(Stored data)
....

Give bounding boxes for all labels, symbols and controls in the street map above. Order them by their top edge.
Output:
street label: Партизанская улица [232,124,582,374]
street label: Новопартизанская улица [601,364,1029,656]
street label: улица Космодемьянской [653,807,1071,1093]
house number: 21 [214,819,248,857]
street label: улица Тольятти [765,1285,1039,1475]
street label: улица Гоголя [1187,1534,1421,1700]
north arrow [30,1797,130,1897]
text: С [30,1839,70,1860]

....

= Task requirements =
Each entry should be written out again exactly, with no word left out.

= Output for this task =
Give bounding boxes for all labels, symbols and controls in the street map above. Order them by their top edge.
Output:
street label: Партизанская улица [232,124,582,374]
street label: Новопартизанская улица [601,364,1029,656]
street label: улица Космодемьянской [653,807,1071,1093]
house number: 21 [214,819,248,857]
street label: улица Тольятти [765,1285,1039,1475]
street label: улица Гоголя [1187,1534,1421,1700]
north arrow [30,1797,130,1897]
text: С [30,1839,70,1860]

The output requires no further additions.